Last night I watched the film “La La Land.” If you haven’t seen it, it’s about a young would-be starlet and a frustrated jazz pianist whose lives cross paths in modern-day Hollywood. The character Mia, played by the lovely Emma Stone, spends much of her time going to auditions for film and television roles. She goes from call to call, standing in front of indifferent casting directors who look less than interested in listening to her recite her lines. Or even in looking at her at all.

The movie was pretty good (the music was amazing), but what I came away with was something a little different – the overwhelming feeling that, I too, was going on casting calls in my job search.
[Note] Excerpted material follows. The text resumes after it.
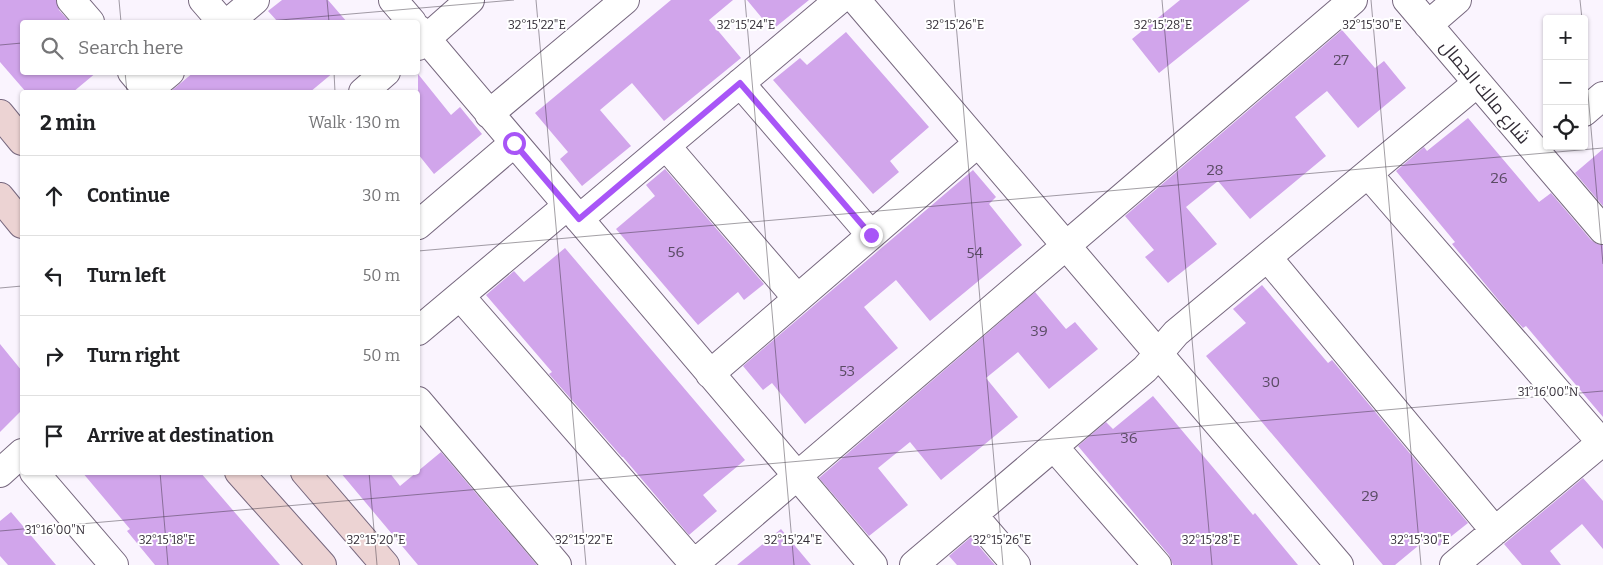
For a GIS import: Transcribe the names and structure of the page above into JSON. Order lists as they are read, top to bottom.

Every time I complete a job application or submit my resume, I am hoping for a call or email asking for more – more of me, more of my background, more of my job experience.
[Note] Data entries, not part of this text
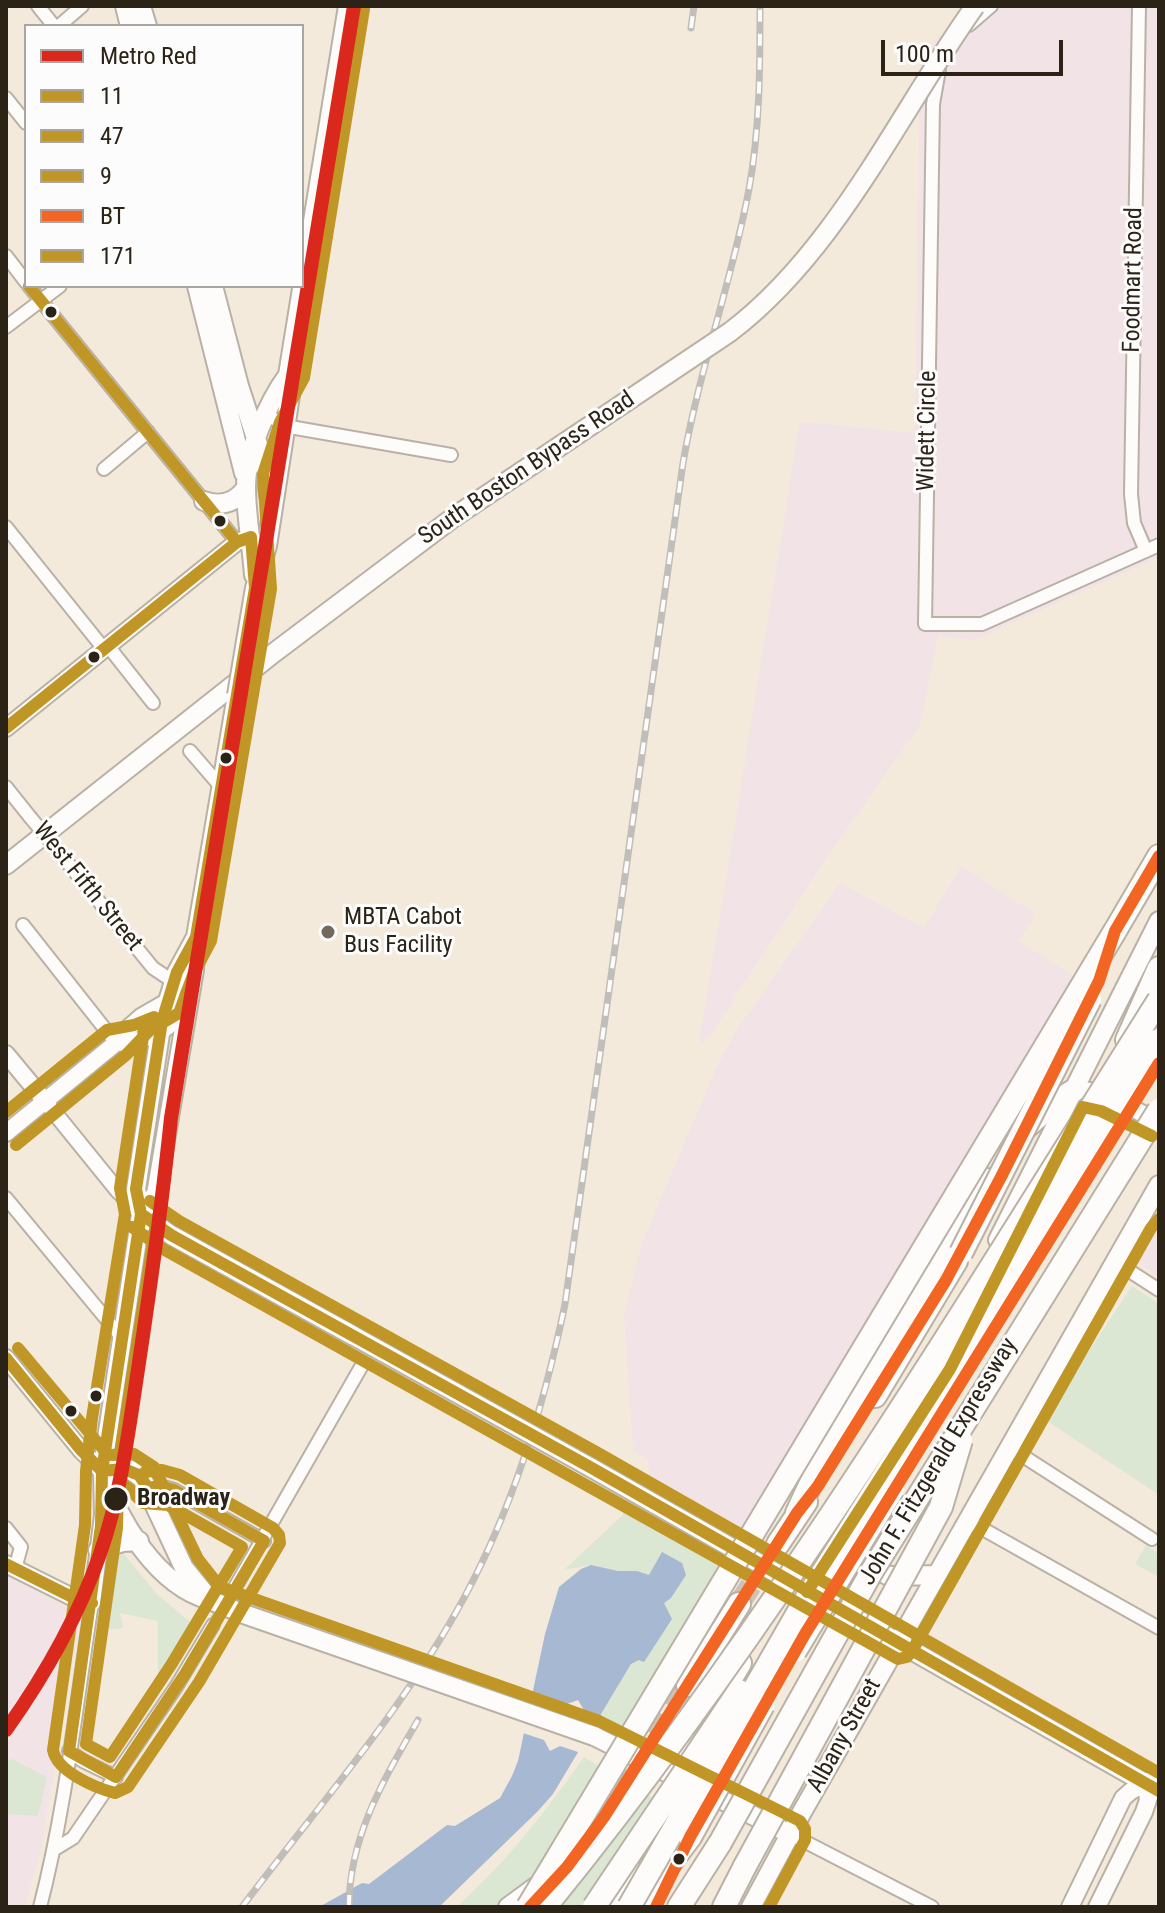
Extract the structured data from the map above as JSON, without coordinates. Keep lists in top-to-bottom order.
{
  "streets": {
    "highway": ["John F. Fitzgerald Expressway"],
    "main road": ["South Boston Bypass Road", "Albany Street"],
    "street": ["Foodmart Road", "Widett Circle", "West Fifth Street"]
  },
  "crossings": [
    ["Foodmart Road", "Widett Circle"]
  ],
  "places": ["MBTA Cabot Bus Facility", "Broadway"],
  "lines": [
    "metro line Red",
    "transit line 171",
    "transit line 11",
    "transit line BT",
    "transit line 9",
    "transit line 47"
  ],
  "legend": [
    "Metro Red",
    "11",
    "47",
    "9",
    "BT",
    "171"
  ],
  "scale_bar": "100 m"
}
Each interview I go on (or phone in for), is that casting call. Will they like me? Will I say the right thing? Does my resume match their needs? It’s excruciating.  I can’t even imagine what actors go through, having to add on a headshot and physical analysis to each audition. No, thank you.

Even waiting for the interview to start or for the recruiter to call for your scheduled phone interview is anxiety inducing. Check my watch, check my phone clock, check my email to confirm (again) that I have the time right. I always try to schedule interviews for late morning or early afternoon. Too early and I am not fully with it…too late and I am sleepy and cranky from waiting all day.

It’s all an awkwardly choreographed dance.

And then after the initial interview, having to wait and wait and wait for a call or email letting you know you are headed to the next interview (or they are not interested in you at all) is rough. I interviewed with a company at the end of August and never heard back from them after the in-person interview. I checked my email religiously for days after. Nothing. Emailed the recruiter again. Nothin. I held out a teeny-tiny hope that they would still call…but no. They never did.

It’s pretty unbearable putting yourself out their like this – Do you like me? Check Yes or No.

So at 11am when I had yet another phone interview, I couldn’t help but feel the familiar anxiety of “will they like me?” But they did and the recruiter wants to send me to the next round of interviews. Fingers crossed. 

I’ve been doing the job search shuffle for three months now…it’s getting old. I don’t know how actors do this.

At least I can cross one occupation off my list.